══ Recorded information

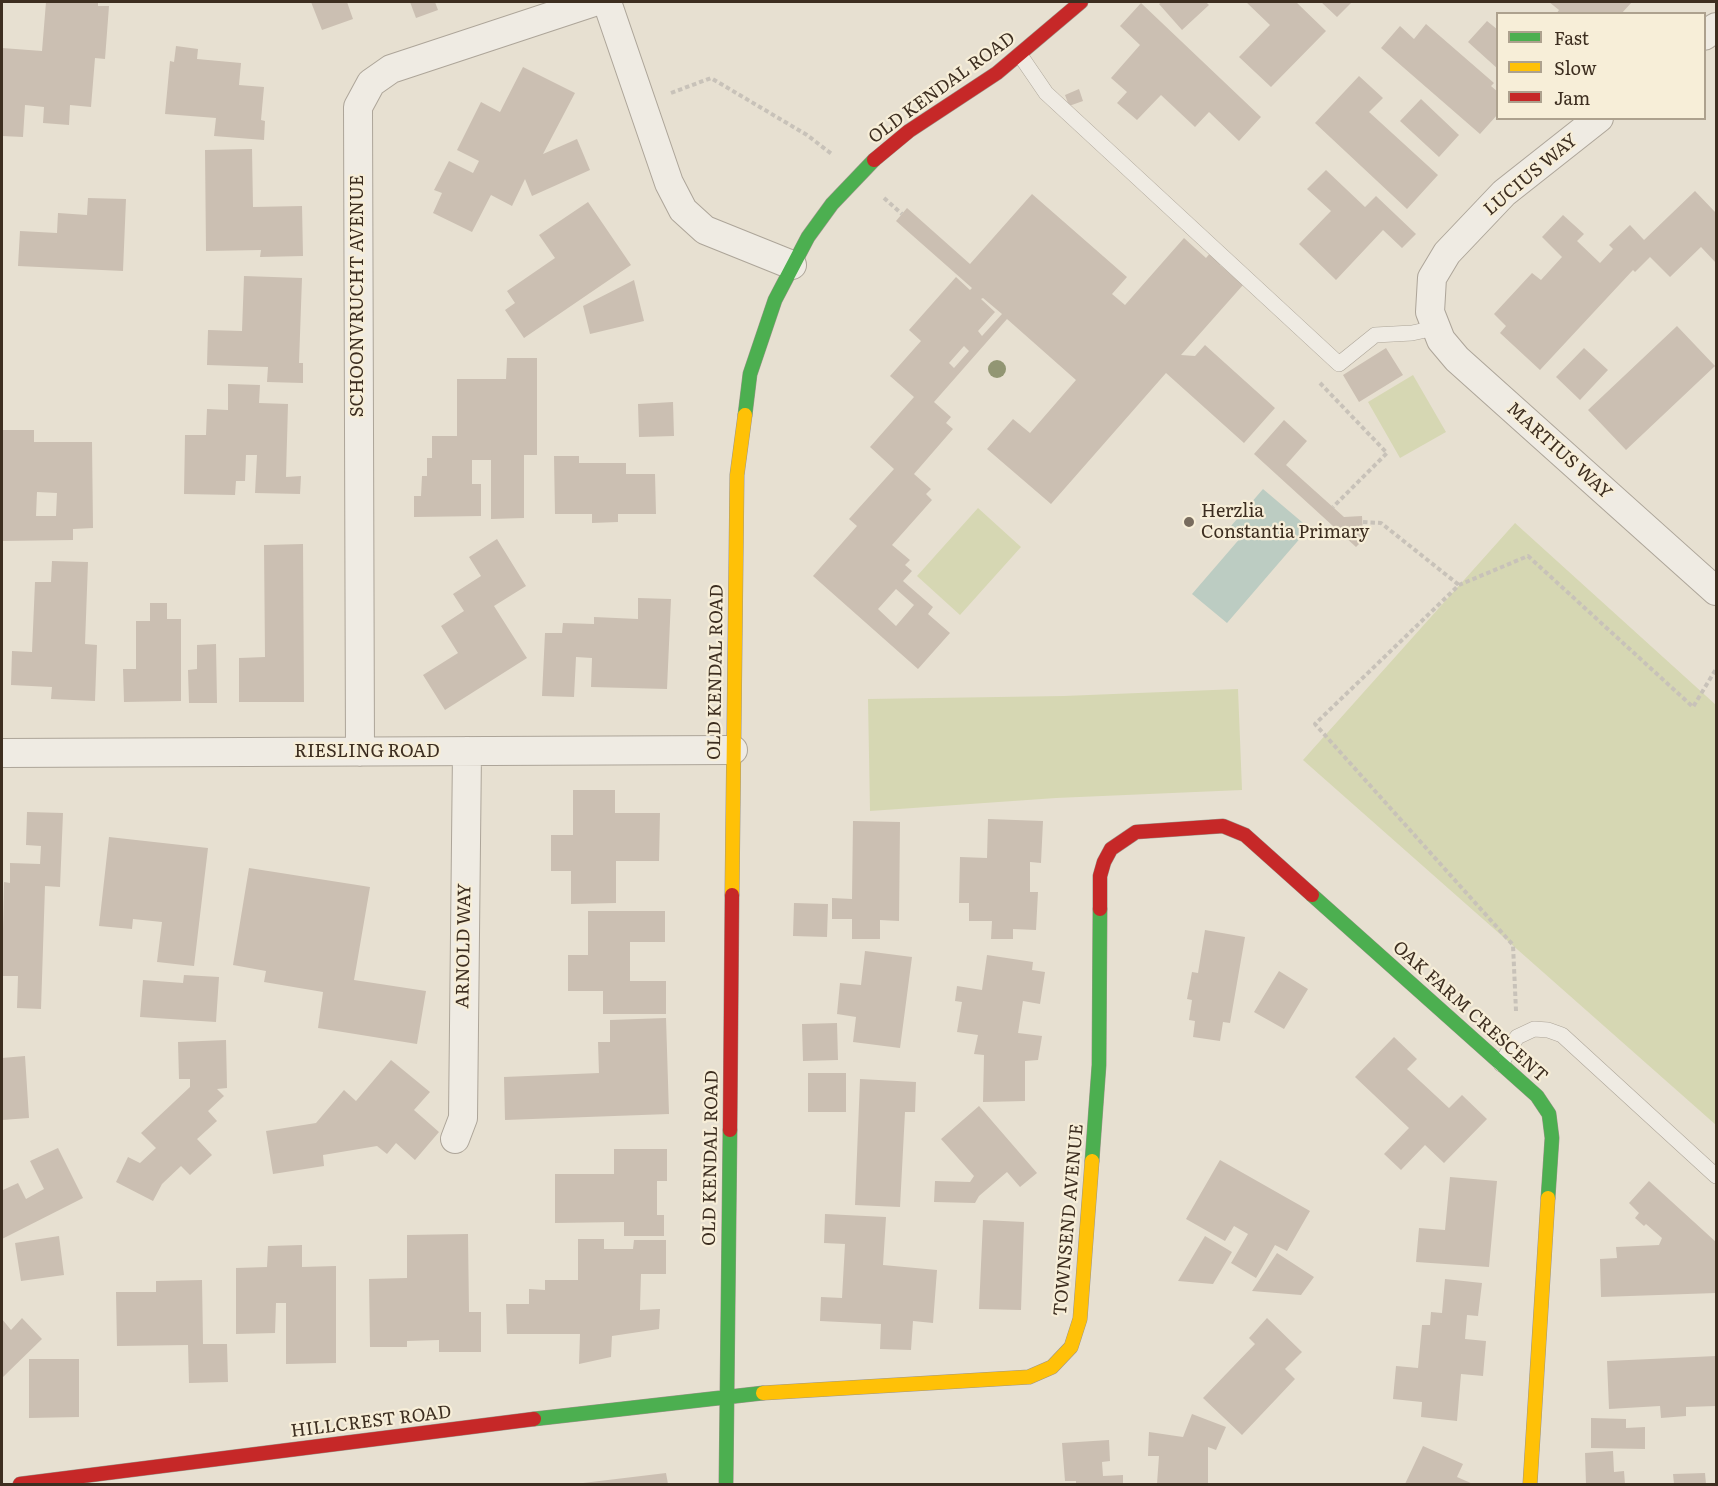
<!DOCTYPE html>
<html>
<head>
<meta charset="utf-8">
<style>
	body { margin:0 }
	#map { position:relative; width:1718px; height:1486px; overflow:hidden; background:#e7e0d1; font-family:Literata,serif }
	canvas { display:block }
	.frame { position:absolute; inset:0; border:3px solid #3d2e20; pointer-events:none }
	.legend { position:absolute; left:1496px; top:12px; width:210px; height:108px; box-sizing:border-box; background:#f7eed8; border:2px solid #ada18e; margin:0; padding:8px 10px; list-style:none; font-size:18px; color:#3d2e20 }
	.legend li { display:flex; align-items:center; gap:12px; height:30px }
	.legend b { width:30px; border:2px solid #ada18e }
</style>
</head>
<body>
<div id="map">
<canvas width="1718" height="1486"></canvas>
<div class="frame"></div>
<ul class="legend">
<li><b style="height:8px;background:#4caf50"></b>Fast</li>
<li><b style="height:8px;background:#ffc107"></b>Slow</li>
<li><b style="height:8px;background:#c62828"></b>Jam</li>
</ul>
</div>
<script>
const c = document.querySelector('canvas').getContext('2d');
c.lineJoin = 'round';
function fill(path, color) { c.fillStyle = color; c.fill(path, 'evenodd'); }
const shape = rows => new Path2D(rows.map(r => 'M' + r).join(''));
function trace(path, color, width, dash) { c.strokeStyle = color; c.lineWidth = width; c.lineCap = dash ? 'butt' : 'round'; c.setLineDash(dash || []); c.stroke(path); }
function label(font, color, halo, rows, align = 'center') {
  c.font = font + ' Literata,serif'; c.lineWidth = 4.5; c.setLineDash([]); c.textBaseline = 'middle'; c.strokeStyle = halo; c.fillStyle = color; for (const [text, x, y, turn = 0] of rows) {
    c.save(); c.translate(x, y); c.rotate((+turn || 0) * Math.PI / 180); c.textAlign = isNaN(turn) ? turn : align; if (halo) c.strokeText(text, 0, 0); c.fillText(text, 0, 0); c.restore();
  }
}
const green = shape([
	[1413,375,1446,432,1400,458,1368,402],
	[978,508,1021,547,960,615,917,576],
	[1515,523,1716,705,1716,1125,1303,760],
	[1238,689,1242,790,1056,798,870,811,868,699,1064,696]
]);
const water = shape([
	[1263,489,1309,528,1227,623,1192,594,1242,536,1231,526]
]);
const building = shape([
	[46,2,98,2,98,6,109,6,105,59,95,58,91,107,70,105,69,125,43,123,44,107,25,105,23,137,2,136,2,48,42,51],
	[311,2,347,2,353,19,322,30],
	[410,2,435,2,438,10,416,18],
	[1162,2,1206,2,1209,5,1182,30,1159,4],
	[1246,2,1296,2,1326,31,1271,87,1239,57,1270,25],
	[1321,2,1352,2,1337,17],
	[1549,2,1632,2,1621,14,1556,14,1559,10],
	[1141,3,1261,117,1239,141,1209,112,1195,127,1161,95,1137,120,1117,103,1127,92,1111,78,1140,45,1120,26],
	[1487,21,1498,30,1498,69,1468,42],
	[1426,24,1494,83,1491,86,1498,92,1498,114,1480,134,1381,48,1400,26,1414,39],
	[176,46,198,49,197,59,241,63,239,85,264,87,261,120,265,121,264,140,214,136,216,118,165,114,170,61,174,62],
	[523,67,575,93,543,154,577,139,590,170,532,196,525,179,512,206,491,195,472,232,433,213,442,193,434,190,449,161,473,173,479,161,457,150,481,102,500,112],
	[1359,76,1383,98,1369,112,1438,175,1407,209,1315,123],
	[1079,89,1083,101,1069,106,1065,95],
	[1421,99,1459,135,1439,157,1400,121],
	[252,149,253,207,302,206,303,256,260,257,261,250,206,251,205,150],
	[1326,170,1365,207,1376,196,1416,234,1402,248,1383,230,1336,280,1299,244,1331,211,1307,189],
	[1695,191,1716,213,1716,263,1701,247,1670,277,1650,257,1635,272,1633,270,1540,370,1500,333,1506,326,1494,314,1532,273,1541,280,1562,257,1542,237,1563,215,1584,234,1577,241,1600,263,1613,249,1609,245,1630,225,1644,240],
	[1032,194,1127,277,1112,294,1125,305,1184,238,1206,258,1211,252,1223,262,1220,265,1243,285,1181,355,1195,356,1205,345,1275,408,1244,443,1166,373,1051,504,987,449,1013,419,1030,433,1076,380,1007,319,934,402,951,417,946,423,953,429,914,474,931,489,926,494,932,500,892,545,910,560,905,565,912,571,903,581,933,607,928,614,950,633,918,669,813,576,857,526,849,519,894,469,870,447,914,397,890,376,921,341,909,330,956,277,970,290,972,288,896,221,907,208,970,264],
	[983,298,1002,314,982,336,978,331,995,312,981,299],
	[964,346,969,351,954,368,949,363],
	[896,589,914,605,896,626,878,609],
	[88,198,126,199,123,271,18,266,20,231,57,233,58,213,87,215],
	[588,202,631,265,524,338,505,310,515,303,507,291,555,258,539,235],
	[244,276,302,278,299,363,303,363,303,383,267,382,268,367,207,365,208,330,242,331],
	[634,280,644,321,590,334,583,306],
	[1677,326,1715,366,1626,450,1588,410],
	[1386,348,1403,375,1359,402,1343,375],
	[1584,348,1608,370,1580,400,1556,377],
	[507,358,537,358,537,455,524,455,524,518,491,519,491,460,472,460,472,484,481,484,481,516,414,517,414,496,421,496,422,476,427,476,427,458,432,458,432,436,457,436,457,379,506,379],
	[228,384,260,385,259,403,288,404,286,477,301,476,300,494,255,493,257,455,246,455,245,481,236,481,235,495,184,494,185,435,206,435,207,409,228,410],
	[673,402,674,436,639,437,638,404],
	[1284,420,1307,441,1286,465,1344,517,1362,516,1363,533,1367,536,1356,547,1254,454],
	[2,430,34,430,34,442,92,442,93,528,73,529,73,540,2,541],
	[37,492,57,493,56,516,36,516],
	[554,456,579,456,579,463,626,463,626,474,655,474,656,514,618,514,618,522,592,523,592,514,555,514],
	[497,539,526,586,494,606,527,658,445,710,423,675,458,653,441,626,464,611,453,594,481,576,469,557],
	[303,544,304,702,239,702,239,658,265,657,264,545],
	[52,561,88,562,85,644,97,645,95,701,51,699,52,687,11,685,12,651,32,652,35,582,51,582],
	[638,598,671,599,667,689,591,687,592,658,576,657,574,697,542,696,545,633,562,633,563,623,594,624,594,617,638,619],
	[150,603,167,603,167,619,181,619,181,701,124,702,123,669,136,669,136,621,150,621],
	[216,644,217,703,189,703,188,670,197,669,197,645],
	[573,790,615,790,615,813,660,813,659,861,616,861,616,903,571,904,571,871,551,871,551,835,573,835],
	[27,812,63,813,60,887,45,886,41,1009,17,1008,18,976,2,976,4,882,10,883,10,863,40,864,41,846,26,845],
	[988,819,1043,821,1041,863,1030,862,1030,892,1038,892,1036,930,1013,929,1013,939,991,939,992,921,969,921,969,903,959,903,960,857,987,858],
	[853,821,900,822,899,921,880,920,880,939,852,939,852,919,832,919,832,898,852,899],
	[109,837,208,848,194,966,157,962,162,922,133,919,132,929,99,926],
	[249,868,370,887,354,980,426,991,417,1044,318,1028,323,992,264,982,266,971,233,965],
	[794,903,828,904,827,937,793,936],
	[588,911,665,911,665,942,630,942,630,981,666,981,666,1014,603,1014,603,991,568,991,568,955,588,955],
	[1205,930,1245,937,1230,1023,1223,1022,1220,1041,1193,1037,1195,1021,1189,1020,1192,1000,1187,999,1192,972,1198,973],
	[865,951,912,957,900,1048,853,1042,856,1017,837,1014,840,983,861,985],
	[987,955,1033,962,1032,970,1045,972,1040,1004,1023,1001,1018,1033,1042,1036,1038,1060,1025,1061,1025,1101,983,1102,984,1055,974,1054,978,1035,957,1032,962,1002,955,1001,957,986,982,990],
	[1279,971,1308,989,1284,1029,1254,1012],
	[184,975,219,977,216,1022,140,1017,143,980,183,983],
	[666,1018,669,1114,505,1120,504,1077,599,1073,598,1042,610,1042,610,1020],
	[837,1023,838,1060,803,1061,802,1024],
	[1394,1037,1417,1059,1407,1069,1449,1108,1462,1095,1487,1119,1444,1163,1425,1145,1401,1170,1384,1154,1409,1128,1355,1077],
	[226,1040,227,1088,217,1089,224,1096,208,1111,217,1121,197,1139,212,1155,190,1175,181,1166,162,1184,153,1201,116,1182,128,1157,140,1163,156,1148,141,1133,190,1087,190,1079,179,1079,178,1042],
	[25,1056,29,1118,2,1120,2,1058],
	[391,1060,430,1092,414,1110,439,1132,415,1160,396,1143,387,1154,377,1146,323,1155,324,1166,273,1174,266,1131,316,1123,344,1090,356,1101],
	[808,1073,846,1073,846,1112,808,1112],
	[860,1079,916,1082,915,1112,905,1112,900,1207,855,1205],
	[979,1106,1037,1173,1020,1187,1007,1172,979,1196,975,1203,934,1202,935,1181,970,1182,974,1176,941,1139],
	[58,1148,83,1198,2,1239,2,1187,3,1190,18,1183,26,1199,44,1189,30,1161],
	[614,1149,667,1149,667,1181,657,1181,657,1215,664,1215,664,1236,624,1236,624,1222,555,1223,555,1174,614,1174],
	[1220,1160,1310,1211,1287,1251,1275,1245,1256,1278,1231,1263,1248,1234,1234,1226,1225,1241,1186,1219],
	[1450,1177,1497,1181,1489,1267,1416,1262,1419,1228,1445,1230],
	[1649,1181,1716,1242,1716,1293,1601,1297,1600,1259,1617,1258,1616,1247,1659,1245,1662,1238,1646,1224,1644,1226,1635,1218,1639,1213,1629,1203],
	[825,1214,886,1217,883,1265,937,1270,933,1323,913,1321,911,1350,880,1349,881,1324,820,1321,821,1297,842,1298,845,1244,824,1243],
	[983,1220,1024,1222,1021,1310,979,1309],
	[468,1234,469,1312,481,1312,481,1352,439,1352,439,1340,407,1341,407,1347,370,1347,369,1279,407,1278,407,1235],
	[59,1236,64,1275,21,1281,15,1243],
	[1205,1236,1232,1252,1213,1284,1178,1281],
	[578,1239,604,1239,604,1249,633,1249,634,1240,666,1240,666,1274,641,1274,640,1310,660,1309,659,1329,612,1336,611,1357,579,1364,580,1334,507,1334,506,1304,529,1304,529,1289,545,1290,545,1280,578,1280],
	[302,1245,302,1267,336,1266,336,1363,286,1364,286,1303,276,1303,275,1333,236,1334,236,1268,267,1267,268,1246],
	[1277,1253,1314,1277,1301,1295,1252,1291],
	[1445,1279,1482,1283,1478,1316,1467,1315,1465,1339,1486,1341,1483,1376,1461,1374,1457,1421,1421,1417,1422,1402,1393,1399,1396,1366,1418,1368,1422,1325,1430,1325,1431,1312,1442,1313],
	[202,1280,203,1344,227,1344,228,1382,189,1383,188,1345,117,1346,116,1292,156,1292,156,1281],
	[22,1318,42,1339,2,1378,2,1319,11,1330],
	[1267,1318,1302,1352,1285,1369,1295,1379,1242,1435,1203,1398,1255,1344,1249,1338],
	[1716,1356,1716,1406,1686,1407,1686,1416,1661,1418,1660,1406,1609,1409,1607,1361],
	[29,1359,79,1359,79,1417,29,1418],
	[1192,1414,1226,1427,1216,1450,1208,1447,1208,1484,1157,1484,1159,1456,1148,1456,1149,1432,1183,1437],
	[1591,1418,1626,1419,1626,1428,1645,1427,1645,1449,1591,1448],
	[1109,1440,1110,1461,1102,1462,1103,1476,1123,1475,1123,1484,1076,1484,1076,1481,1065,1481,1062,1443],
	[1423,1446,1463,1464,1457,1477,1473,1484,1405,1484],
	[1613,1451,1614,1472,1624,1471,1625,1484,1586,1484,1585,1453],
	[666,1473,668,1484,583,1484,583,1483],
	[1705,1473,1706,1484,1674,1484,1673,1474]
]);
const path = shape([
	[671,93,711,78,807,135,833,155],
	[884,198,902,214],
	[1320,383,1387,453,1333,507],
	[1363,522,1381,523,1459,585],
	[1516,1011,1513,945,1315,724,1459,585,1528,556,1693,707,1716,669]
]);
const lane = shape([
	[1020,55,1046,93,1339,364,1375,335,1412,333,1435,328],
	[1501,1064,1517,1037,1534,1029,1548,1030,1562,1035,1716,1176]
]);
const street = shape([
	[607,2,669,183,683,210,705,230,792,265],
	[1704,36,1716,27],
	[1599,118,1504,193,1447,253,1432,278,1430,312,1441,340,1457,359,1716,591],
	[360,752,358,107,371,83,391,69,594,2],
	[2,753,733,750],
	[455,1139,463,1118,467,751]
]);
const fast = shape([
	[745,415,750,374,775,300,808,237,832,204,874,160],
	[1312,895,1537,1096,1549,1114,1552,1138,1548,1198],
	[1092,1161,1099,1065,1100,909],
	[534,1419,763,1393],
	[726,1484,730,1130]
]);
const slow = shape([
	[732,895,737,475,745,415],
	[763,1393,1029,1377,1052,1367,1071,1347,1080,1319,1092,1161],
	[1530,1484,1548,1198]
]);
const jam = shape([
	[874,160,909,131,997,73,1081,2],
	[1100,909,1100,876,1104,862,1111,849,1136,832,1223,826,1245,835,1312,895],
	[730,1130,732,895],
	[20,1484,534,1419]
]);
const trees = [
	[997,369]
];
const markers = [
	[1189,522,6,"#786c5e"]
];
const streetNames = [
	["OLD KENDAL ROAD",942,88,-36],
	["LUCIUS WAY",1531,175,-40],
	["SCHOONVRUCHT AVENUE",358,296,-90],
	["MARTIUS WAY",1559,451,42],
	["OLD KENDAL ROAD",716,672,-89],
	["RIESLING ROAD",367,752],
	["ARNOLD WAY",464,946,-89],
	["OAK FARM CRESCENT",1470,1012,42],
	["OLD KENDAL ROAD",711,1158,-89],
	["TOWNSEND AVENUE",1069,1220,-85],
	["HILLCREST ROAD",371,1422,-7]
];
const poiNames = [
	["Herzlia",1201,512],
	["Constantia Primary",1201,533]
];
fill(green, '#d6d7b3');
fill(water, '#bcccc2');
fill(building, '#cbbfb2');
trace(lane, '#ada599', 16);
trace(street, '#ada599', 30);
trace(fast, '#9c958a', 15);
trace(slow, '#9c958a', 15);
trace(jam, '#9c958a', 15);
trace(path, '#c8c2b9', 4, [4.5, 3]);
trace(lane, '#efebe3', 15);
trace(street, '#efebe3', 28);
trace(fast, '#4caf50', 14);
trace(slow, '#ffc107', 14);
trace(jam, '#c62828', 14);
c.fillStyle = '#929673';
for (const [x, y] of trees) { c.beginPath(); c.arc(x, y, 9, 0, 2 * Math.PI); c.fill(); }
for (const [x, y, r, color] of markers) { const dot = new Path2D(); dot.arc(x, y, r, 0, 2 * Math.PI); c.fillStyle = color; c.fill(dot); trace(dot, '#f7eed8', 2); }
label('18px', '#3d2e20', '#f7eed8', streetNames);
label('18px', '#3d2e20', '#f7eed8', poiNames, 'left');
</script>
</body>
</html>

════

* _Problem to solve_
Your answer should reproduce each line of the listing that holds the word "setLineDash".

* _Written answer_
function trace(path, color, width, dash) { c.strokeStyle = color; c.lineWidth = width; c.lineCap = dash ? 'butt' : 'round'; c.setLineDash(dash || []); c.stroke(path); }
  c.font = font + ' Literata,serif'; c.lineWidth = 4.5; c.setLineDash([]); c.textBaseline = 'middle'; c.strokeStyle = halo; c.fillStyle = color; for (const [text, x, y, turn = 0] of rows) {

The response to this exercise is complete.